**Required work:** Given the listing below, write out exactly the lines starting with the line that has "M 1713,389 L 1719,398 L 1707,459 L 1667,452" and going on through the line that has "M 348,306 L", both kept.
= = =
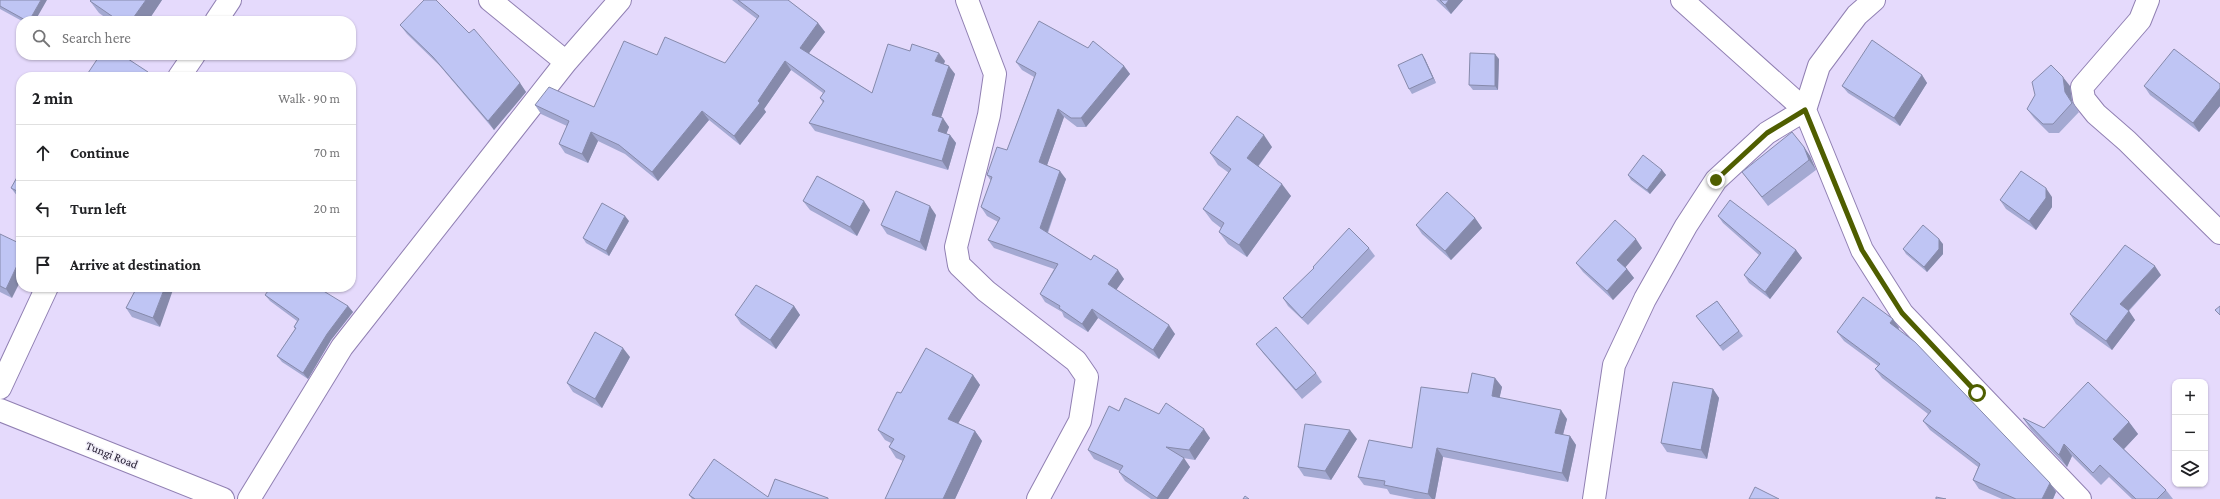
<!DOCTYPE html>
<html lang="en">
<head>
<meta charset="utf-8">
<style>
  :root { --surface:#fff; --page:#f6f6f6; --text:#202124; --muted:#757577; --line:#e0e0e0 }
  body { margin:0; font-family:"Crimson Pro",serif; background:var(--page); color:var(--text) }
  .controls { position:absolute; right:12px; bottom:12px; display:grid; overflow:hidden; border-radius:8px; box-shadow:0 1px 3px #0004 }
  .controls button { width:36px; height:36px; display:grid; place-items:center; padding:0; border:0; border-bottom:1px solid var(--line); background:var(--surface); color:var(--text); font:20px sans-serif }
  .stop { position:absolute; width:12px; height:12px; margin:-9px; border:3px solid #4f5e00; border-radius:50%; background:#fff }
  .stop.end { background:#4f5e00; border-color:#fff; box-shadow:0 1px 4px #0008 }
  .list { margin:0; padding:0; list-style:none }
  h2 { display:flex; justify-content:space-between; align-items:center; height:52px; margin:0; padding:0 16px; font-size:17px }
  h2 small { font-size:13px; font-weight:400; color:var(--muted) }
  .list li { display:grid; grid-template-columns:26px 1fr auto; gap:12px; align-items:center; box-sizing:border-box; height:56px; padding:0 16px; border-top:1px solid var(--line) }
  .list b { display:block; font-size:15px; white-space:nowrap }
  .list em { font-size:13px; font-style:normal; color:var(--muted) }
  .icon { flex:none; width:22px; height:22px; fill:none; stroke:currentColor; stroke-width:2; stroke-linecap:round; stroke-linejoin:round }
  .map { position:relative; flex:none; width:2220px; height:499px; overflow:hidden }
  .search { position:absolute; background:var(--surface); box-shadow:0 1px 3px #0004; left:16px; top:16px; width:340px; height:44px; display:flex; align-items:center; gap:10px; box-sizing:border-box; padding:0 14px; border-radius:16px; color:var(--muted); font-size:15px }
  .panel { position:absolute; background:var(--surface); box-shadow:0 1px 3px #0004; left:16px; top:72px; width:340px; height:220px; border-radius:16px }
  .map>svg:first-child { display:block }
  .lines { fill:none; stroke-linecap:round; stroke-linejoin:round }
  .street-casing { stroke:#9180b3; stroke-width:24 }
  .secondary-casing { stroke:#9180b3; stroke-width:24 }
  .street { stroke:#fff; stroke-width:22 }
  .secondary { stroke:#fff; stroke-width:22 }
  .wall { fill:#a4a9d2 }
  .shaded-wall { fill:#868aab }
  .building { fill:#bfc5f4; stroke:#868aab }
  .route { stroke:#4f5e00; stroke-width:5 }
  .labels { text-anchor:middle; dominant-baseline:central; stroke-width:3; stroke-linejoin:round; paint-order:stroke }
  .street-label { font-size:12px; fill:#1d162a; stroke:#efecf7 }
</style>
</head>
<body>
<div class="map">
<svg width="2220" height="499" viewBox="0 0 2220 499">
  <rect width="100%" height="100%" fill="#e5dafc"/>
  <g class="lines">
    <defs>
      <path id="street" d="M 490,0 L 566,62
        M 967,0 L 995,74 L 989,115 L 956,247 L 959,265 L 986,291 L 1076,361 L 1087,377 L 1080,421 L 1038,499
        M 1682,0 L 1805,110 L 1862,250 L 1902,313 L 2080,499
        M 2148,0 L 2140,20 L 2082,87 L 2084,99 L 2096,114 L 2127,141 L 2220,233
        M 216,21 L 230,0
        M 179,77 L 194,55
        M 0,388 L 47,287
        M 249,499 L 342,347 L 566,62 L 620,0
        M 1594,499 L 1614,365 L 1645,299 L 1686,226 L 1716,180 L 1767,133 L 1805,110 L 1819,66 L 1857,15 L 1874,0"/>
      <path id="secondary" d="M 0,410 L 223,499"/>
    </defs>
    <use href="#street" class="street-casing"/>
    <use href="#secondary" class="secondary-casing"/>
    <use href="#street" class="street"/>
    <use href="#secondary" class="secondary"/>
  </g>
  <path class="wall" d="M 0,0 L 35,21 L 22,21 L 0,9 Z
    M 91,0 L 162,0 L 148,21 L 110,21 L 99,13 L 90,1 Z
    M 732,0 L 788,0 L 818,23 L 825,32 L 809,53 L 872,93 L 945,61 L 944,64 L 955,74 L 941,117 L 949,127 L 946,134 L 950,135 L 956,143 L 948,170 L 815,131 L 809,123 L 823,103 L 820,98 L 823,93 L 791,70 L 764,109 L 766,112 L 740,145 L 709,120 L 658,181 L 625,154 L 598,141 L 588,163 L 565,153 L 559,144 L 567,126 L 541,114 L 535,105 L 594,107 L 725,63 L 757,19 Z
    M 1436,0 L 1463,0 L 1451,14 Z
    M 400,25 L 520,83 L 526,92 L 494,130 L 440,66 L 407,34 Z
    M 1088,48 L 1124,66 L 1130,74 L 1086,127 L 1077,127 L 1064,117 L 1047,165 L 1066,179 L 1048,233 L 1091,260 L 1124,279 L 1116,290 L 1175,334 L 1159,359 L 1098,318 L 1088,332 L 1064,317 L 1062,312 L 1045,302 L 1040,294 L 1054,269 L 994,248 L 988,240 L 998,222 L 987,216 L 981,207 L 991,181 L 987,175 L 1007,150 L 1034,77 L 1022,70 L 1016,62 Z
    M 1422,54 L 1425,59 L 1436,83 L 1412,94 L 1409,89 Z
    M 1499,59 L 1498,90 L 1473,90 L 1469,85 Z
    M 1922,75 L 1927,83 L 1900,126 L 1848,93 L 1842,86 Z
    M 2220,84 L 2220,106 L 2199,132 L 2150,95 L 2144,86 Z
    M 2070,86 L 2072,101 L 2079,112 L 2059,133 L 2049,133 L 2034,118 L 2027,109 Z
    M 1272,147 L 1258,167 L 1291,196 L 1247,257 L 1228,244 L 1219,232 L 1221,228 L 1212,221 L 1203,209 L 1229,173 L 1218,165 L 1210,153 Z
    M 1804,147 L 1810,156 L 1816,170 L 1768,206 L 1742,172 Z
    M 21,170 L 21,199 L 18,197 L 11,188 Z
    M 1662,170 L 1666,175 L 1650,194 L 1631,180 L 1628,175 Z
    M 2052,197 L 2052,207 L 2036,230 L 2006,209 L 2000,200 Z
    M 803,201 L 870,210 L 857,236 L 810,210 Z
    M 936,215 L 926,251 L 887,234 L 881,225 Z
    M 1718,216 L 1796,250 L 1802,258 L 1770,299 L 1749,283 L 1744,275 L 1759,255 L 1723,223 Z
    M 1475,218 L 1482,228 L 1451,260 L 1422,234 L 1416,225 Z
    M 629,221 L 609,256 L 586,243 L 583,238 Z
    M 0,234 L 12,298 L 0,292 Z
    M 1943,244 L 1943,254 L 1927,272 L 1906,254 L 1903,249 Z
    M 1369,248 L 1375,256 L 1308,325 L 1288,306 L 1283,298 L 1314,269 L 1313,267 Z
    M 1642,248 L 1625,267 L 1627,269 L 1634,278 L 1613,300 L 1583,272 L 1576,263 Z
    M 2161,275 L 2129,311 L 2135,320 L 2112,350 L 2076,324 L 2070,314 Z
    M 137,287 L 160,327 L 132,317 L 126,308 Z
    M 181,287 L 192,287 L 190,291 Z
    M 265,295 L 348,306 L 353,312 L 331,340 L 308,379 L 282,362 L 277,356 L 295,329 L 294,327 L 297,321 L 270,301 Z
    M 1717,301 L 1743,336 L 1723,351 L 1696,316 Z
    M 794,306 L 800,315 L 776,349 L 741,324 L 735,315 Z
    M 1893,319 L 1899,328 L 1898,329 L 2050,483 L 2056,492 L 2053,499 L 2002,499 L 1979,489 L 1973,480 L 1978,467 L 1930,430 L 1923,421 L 1928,414 L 1882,378 L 1875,369 L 1878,366 L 1844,341 L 1837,332 Z
    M 1256,344 L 1316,373 L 1322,382 L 1302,399 L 1263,353 Z
    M 630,357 L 602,408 L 573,392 L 567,383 Z
    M 973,375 L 980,385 L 958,423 L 975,431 L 982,441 L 955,499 L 885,499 L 903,461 L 896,458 L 889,447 L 891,443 L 885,440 L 878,430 L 901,393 Z
    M 1495,378 L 1502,387 L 1499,398 L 1567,419 L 1563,435 L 1570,436 L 1576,445 L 1568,482 L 1443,457 L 1435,499 L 1415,499 L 1390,494 L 1387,489 L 1364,485 L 1358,477 L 1412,448 L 1468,393 Z
    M 1713,389 L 1719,398 L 1707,459 L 1667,452 L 1661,443 Z
    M 1119,411 L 1210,438 L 1195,460 L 1183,458 L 1190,467 L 1168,499 L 1151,499 L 1125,481 L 1119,472 L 1120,471 L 1094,459 L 1088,450 Z
    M 2023,418 L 2044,428 L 2129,422 L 2138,434 L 2124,449 L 2166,490 L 2173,499 L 2132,499 L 2109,477 L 2101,485 L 2072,456 L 2067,467 L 2031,430 Z
    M 1357,439 L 1331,480 L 1304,476 L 1298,467 Z
    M 689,495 L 828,498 L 828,499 L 692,499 Z"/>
  <path class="shaded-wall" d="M 41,0 L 47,0 L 35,21 L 29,21 Z
    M 146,0 L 162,0 L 148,21 L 131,21 Z
    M 1449,0 L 1463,0 L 1451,14 L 1445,5 Z
    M 818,23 L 825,32 L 806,57 L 800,48 Z
    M 939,53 L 945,61 L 941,70 L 935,61 Z
    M 1422,54 L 1425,59 L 1436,83 L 1433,78 Z
    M 1495,54 L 1499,59 L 1498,90 L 1495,86 Z
    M 785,61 L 791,70 L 764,109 L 766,112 L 740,145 L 734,136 Z
    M 949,66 L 955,74 L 939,124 L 932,115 Z
    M 1124,66 L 1130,74 L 1086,127 L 1081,118 Z
    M 148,72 L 152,77 L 144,77 Z
    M 1922,75 L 1927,83 L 1900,126 L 1894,118 Z
    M 2063,77 L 2070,86 L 2072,101 L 2079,112 L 2065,92 Z
    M 520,83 L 526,92 L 494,130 L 488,121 Z
    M 2220,88 L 2220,106 L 2199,132 L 2193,123 Z
    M 1058,109 L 1064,117 L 1045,171 L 1039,162 Z
    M 702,111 L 709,120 L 658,181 L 652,172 Z
    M 943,118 L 949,127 L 944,140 L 938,131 Z
    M 591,132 L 598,141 L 588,163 L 582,154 Z
    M 950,135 L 956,143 L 948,170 L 942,161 Z
    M 1264,135 L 1272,147 L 1255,170 L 1247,158 Z
    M 1804,147 L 1810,156 L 1816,170 L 1809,160 Z
    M 1662,170 L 1666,175 L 1650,194 L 1647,190 Z
    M 1060,171 L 1066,179 L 1046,236 L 1040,228 Z
    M 1282,184 L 1291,196 L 1247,257 L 1239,245 Z
    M 2046,188 L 2052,197 L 2052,207 L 2036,230 L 2029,221 Z
    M 864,201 L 870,210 L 857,236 L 850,227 Z
    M 930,206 L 936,215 L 926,251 L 920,242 Z
    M 625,216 L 629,221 L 609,256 L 606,251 Z
    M 1475,218 L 1482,228 L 1451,260 L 1445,251 Z
    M 1636,239 L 1642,248 L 1624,269 L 1617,260 Z
    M 1939,239 L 1943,244 L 1943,254 L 1927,272 L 1924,267 Z
    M 1796,250 L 1802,258 L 1770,299 L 1765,292 Z
    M 21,257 L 21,280 L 12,298 L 6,289 Z
    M 2155,266 L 2161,275 L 2126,313 L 2120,304 Z
    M 1627,269 L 1634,278 L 1613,300 L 1607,291 Z
    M 1118,270 L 1124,279 L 1114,293 L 1108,284 Z
    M 165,287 L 174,287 L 160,327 L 153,318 Z
    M 187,287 L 192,287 L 190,291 Z
    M 348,306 L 353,312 L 331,340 L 308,379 L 303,373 L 327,334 Z
    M 794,306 L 800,315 L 776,349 L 770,340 Z
    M 1092,309 L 1098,318 L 1088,332 L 1082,324 Z
    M 2129,311 L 2135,320 L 2112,350 L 2106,341 Z
    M 1893,319 L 1899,328 L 1896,332 L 1890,323 Z
    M 1169,325 L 1175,334 L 1159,359 L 1153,350 Z
    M 623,348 L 630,357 L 602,408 L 595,399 Z
    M 973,375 L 980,385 L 955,429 L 948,419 Z
    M 1495,378 L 1502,387 L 1498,405 L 1492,396 Z
    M 1713,389 L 1719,398 L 1707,459 L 1701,450 Z
    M 1561,410 L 1567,419 L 1561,442 L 1555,433 Z
    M 2129,422 L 2138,434 L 2122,451 L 2113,439 Z
    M 1204,429 L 1210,438 L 1195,460 L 1189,450 Z
    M 1350,430 L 1357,439 L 1331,480 L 1325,471 Z
    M 975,431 L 982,441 L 955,499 L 943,499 Z
    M 1570,436 L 1576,445 L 1568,482 L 1562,473 Z
    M 2064,444 L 2072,456 L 2067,467 L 2059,455 Z
    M 1437,448 L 1443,457 L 1435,499 L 1432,499 L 1428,494 Z
    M 1184,458 L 1190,467 L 1168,499 L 1157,499 L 1157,498 Z
    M 2050,483 L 2056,492 L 2053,499 L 2042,499 Z"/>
  <path class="building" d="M 0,0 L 41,0 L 29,21 L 27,21 L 0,6 Z
    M 91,0 L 146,0 L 131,21 L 119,21 L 90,1 Z
    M 424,0 L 436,0 L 469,33 L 474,29 L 520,83 L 488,121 L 433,57 L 400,25 Z
    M 738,0 L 788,0 L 818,23 L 800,48 L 872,93 L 888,44 L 910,51 L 912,44 L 939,53 L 935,61 L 949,66 L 932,115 L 943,118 L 938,131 L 950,135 L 942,161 L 809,123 L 824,101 L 820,98 L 825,91 L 785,61 L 758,101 L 760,103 L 734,136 L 702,111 L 652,172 L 619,145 L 591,132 L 582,154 L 559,144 L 569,121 L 535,105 L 549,87 L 594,107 L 624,41 L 657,55 L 665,37 L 725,63 L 759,16 Z
    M 1440,0 L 1449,0 L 1445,5 Z
    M 1039,21 L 1088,48 L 1093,41 L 1124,66 L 1081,118 L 1071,118 L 1058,109 L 1039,162 L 1060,171 L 1040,228 L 1091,260 L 1094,255 L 1118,270 L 1108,284 L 1169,325 L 1153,350 L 1092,309 L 1082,324 L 1059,308 L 1060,306 L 1040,294 L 1058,264 L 988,240 L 1000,218 L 981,207 L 992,177 L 987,175 L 997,147 L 1007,150 L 1036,73 L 1016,62 Z
    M 1872,40 L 1922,75 L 1894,118 L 1842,86 Z
    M 2174,49 L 2220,84 L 2220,88 L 2193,123 L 2144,86 Z
    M 1470,53 L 1495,54 L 1495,86 L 1469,85 Z
    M 1422,54 L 1433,78 L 1409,89 L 1398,65 Z
    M 100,55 L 122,55 L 148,72 L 144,77 L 87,77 L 86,76 Z
    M 2051,65 L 2063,77 L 2065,92 L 2072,103 L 2053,124 L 2043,124 L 2027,109 L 2035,95 L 2032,82 Z
    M 1237,116 L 1264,135 L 1247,158 L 1282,184 L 1239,245 L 1219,232 L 1224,223 L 1203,209 L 1231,169 L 1210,153 Z
    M 1792,132 L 1804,147 L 1809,160 L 1762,197 L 1742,172 Z
    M 1643,155 L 1662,170 L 1647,190 L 1628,175 Z
    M 21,170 L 21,193 L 11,188 Z
    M 2021,171 L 2046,188 L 2046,198 L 2029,221 L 2000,200 Z
    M 817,176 L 864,201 L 850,227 L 803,201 Z
    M 896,191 L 930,206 L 920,242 L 881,225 Z
    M 1447,192 L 1475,218 L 1445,251 L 1416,225 Z
    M 1730,200 L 1796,250 L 1765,292 L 1744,275 L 1761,253 L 1718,216 Z
    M 602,203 L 625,216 L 606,251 L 583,238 Z
    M 1615,220 L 1636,239 L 1617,260 L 1627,269 L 1607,291 L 1576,263 Z
    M 1923,225 L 1939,239 L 1939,249 L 1924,267 L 1903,249 Z
    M 1349,228 L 1369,248 L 1302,318 L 1283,298 L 1314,268 L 1313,267 Z
    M 0,234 L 21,244 L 21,257 L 6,289 L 0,286 Z
    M 2125,245 L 2155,266 L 2120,304 L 2129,311 L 2106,341 L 2070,314 Z
    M 756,285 L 794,306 L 770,340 L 735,315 Z
    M 137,287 L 165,287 L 153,318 L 126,308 Z
    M 271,287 L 317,287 L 348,306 L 327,334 L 303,373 L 277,356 L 296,328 L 294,327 L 299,319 L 265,295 Z
    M 1863,297 L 1893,319 L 1890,323 L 1915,342 L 2050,483 L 2042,499 L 2016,499 L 1973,480 L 1980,464 L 1923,421 L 1931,411 L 1875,369 L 1880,364 L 1837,332 Z
    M 1717,301 L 1739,331 L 1720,346 L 1696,316 Z
    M 2220,306 L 2220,315 L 2215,310 Z
    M 1276,327 L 1316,373 L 1296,390 L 1256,344 Z
    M 595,332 L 623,348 L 595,399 L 567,383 Z
    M 926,348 L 973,375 L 948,419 L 975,431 L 943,499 L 885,499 L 905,456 L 889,447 L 894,439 L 878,430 L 897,392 L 901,393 Z
    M 1472,373 L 1495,378 L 1492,396 L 1561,410 L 1555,433 L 1570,436 L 1562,473 L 1437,448 L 1428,494 L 1384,485 L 1385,481 L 1358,477 L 1369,440 L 1412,448 L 1421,387 L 1468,393 Z
    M 1673,382 L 1713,389 L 1701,450 L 1661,443 Z
    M 2088,382 L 2129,422 L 2113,439 L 2166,490 L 2157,499 L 2136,499 L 2100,465 L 2093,473 L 2064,444 L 2059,455 L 2023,418 L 2044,428 Z
    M 1125,398 L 1159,414 L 1166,403 L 1204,429 L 1189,450 L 1166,447 L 1184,458 L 1157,498 L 1119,472 L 1123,466 L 1088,450 L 1109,406 L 1119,411 Z
    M 1305,424 L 1350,430 L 1325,471 L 1298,467 Z
    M 714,459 L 768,497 L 775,479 L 828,498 L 828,499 L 695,499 L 689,495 Z
    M 1755,487 L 1779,499 L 1749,499 Z
    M 1245,496 L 1249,499 L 1243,499 Z
    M 1936,497 L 1946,499 L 1936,499 Z"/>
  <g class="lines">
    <path class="route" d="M 1716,180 L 1767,133 L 1805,110 L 1862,250 L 1902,313 L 1977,393"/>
  </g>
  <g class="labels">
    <g class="street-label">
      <text transform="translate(112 455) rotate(22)">Tungi Road</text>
    </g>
  </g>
</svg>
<div class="controls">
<button>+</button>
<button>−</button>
<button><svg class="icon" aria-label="layers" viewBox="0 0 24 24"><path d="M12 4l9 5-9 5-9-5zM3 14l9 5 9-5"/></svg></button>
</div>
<div class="stop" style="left:1977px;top:393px"></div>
<div class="stop end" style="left:1716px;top:180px"></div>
<div class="search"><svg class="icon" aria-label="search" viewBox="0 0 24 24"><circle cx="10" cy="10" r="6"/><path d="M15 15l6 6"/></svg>Search here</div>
<section class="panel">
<h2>2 min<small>Walk · 90 m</small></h2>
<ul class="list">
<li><svg class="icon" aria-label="ahead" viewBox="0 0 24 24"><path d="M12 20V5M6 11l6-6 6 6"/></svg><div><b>Continue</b></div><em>70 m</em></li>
<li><svg class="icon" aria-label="left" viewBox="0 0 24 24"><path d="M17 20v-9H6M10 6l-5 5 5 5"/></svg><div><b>Turn left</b></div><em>20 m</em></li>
<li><svg class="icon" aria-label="arrive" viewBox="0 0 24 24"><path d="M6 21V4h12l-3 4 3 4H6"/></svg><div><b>Arrive at destination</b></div></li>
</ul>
</section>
</div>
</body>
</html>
= = =
**Answer section:**
    M 1713,389 L 1719,398 L 1707,459 L 1667,452 L 1661,443 Z
    M 1119,411 L 1210,438 L 1195,460 L 1183,458 L 1190,467 L 1168,499 L 1151,499 L 1125,481 L 1119,472 L 1120,471 L 1094,459 L 1088,450 Z
    M 2023,418 L 2044,428 L 2129,422 L 2138,434 L 2124,449 L 2166,490 L 2173,499 L 2132,499 L 2109,477 L 2101,485 L 2072,456 L 2067,467 L 2031,430 Z
    M 1357,439 L 1331,480 L 1304,476 L 1298,467 Z
    M 689,495 L 828,498 L 828,499 L 692,499 Z"/>
  <path class="shaded-wall" d="M 41,0 L 47,0 L 35,21 L 29,21 Z
    M 146,0 L 162,0 L 148,21 L 131,21 Z
    M 1449,0 L 1463,0 L 1451,14 L 1445,5 Z
    M 818,23 L 825,32 L 806,57 L 800,48 Z
    M 939,53 L 945,61 L 941,70 L 935,61 Z
    M 1422,54 L 1425,59 L 1436,83 L 1433,78 Z
    M 1495,54 L 1499,59 L 1498,90 L 1495,86 Z
    M 785,61 L 791,70 L 764,109 L 766,112 L 740,145 L 734,136 Z
    M 949,66 L 955,74 L 939,124 L 932,115 Z
    M 1124,66 L 1130,74 L 1086,127 L 1081,118 Z
    M 148,72 L 152,77 L 144,77 Z
    M 1922,75 L 1927,83 L 1900,126 L 1894,118 Z
    M 2063,77 L 2070,86 L 2072,101 L 2079,112 L 2065,92 Z
    M 520,83 L 526,92 L 494,130 L 488,121 Z
    M 2220,88 L 2220,106 L 2199,132 L 2193,123 Z
    M 1058,109 L 1064,117 L 1045,171 L 1039,162 Z
    M 702,111 L 709,120 L 658,181 L 652,172 Z
    M 943,118 L 949,127 L 944,140 L 938,131 Z
    M 591,132 L 598,141 L 588,163 L 582,154 Z
    M 950,135 L 956,143 L 948,170 L 942,161 Z
    M 1264,135 L 1272,147 L 1255,170 L 1247,158 Z
    M 1804,147 L 1810,156 L 1816,170 L 1809,160 Z
    M 1662,170 L 1666,175 L 1650,194 L 1647,190 Z
    M 1060,171 L 1066,179 L 1046,236 L 1040,228 Z
    M 1282,184 L 1291,196 L 1247,257 L 1239,245 Z
    M 2046,188 L 2052,197 L 2052,207 L 2036,230 L 2029,221 Z
    M 864,201 L 870,210 L 857,236 L 850,227 Z
    M 930,206 L 936,215 L 926,251 L 920,242 Z
    M 625,216 L 629,221 L 609,256 L 606,251 Z
    M 1475,218 L 1482,228 L 1451,260 L 1445,251 Z
    M 1636,239 L 1642,248 L 1624,269 L 1617,260 Z
    M 1939,239 L 1943,244 L 1943,254 L 1927,272 L 1924,267 Z
    M 1796,250 L 1802,258 L 1770,299 L 1765,292 Z
    M 21,257 L 21,280 L 12,298 L 6,289 Z
    M 2155,266 L 2161,275 L 2126,313 L 2120,304 Z
    M 1627,269 L 1634,278 L 1613,300 L 1607,291 Z
    M 1118,270 L 1124,279 L 1114,293 L 1108,284 Z
    M 165,287 L 174,287 L 160,327 L 153,318 Z
    M 187,287 L 192,287 L 190,291 Z
    M 348,306 L 353,312 L 331,340 L 308,379 L 303,373 L 327,334 Z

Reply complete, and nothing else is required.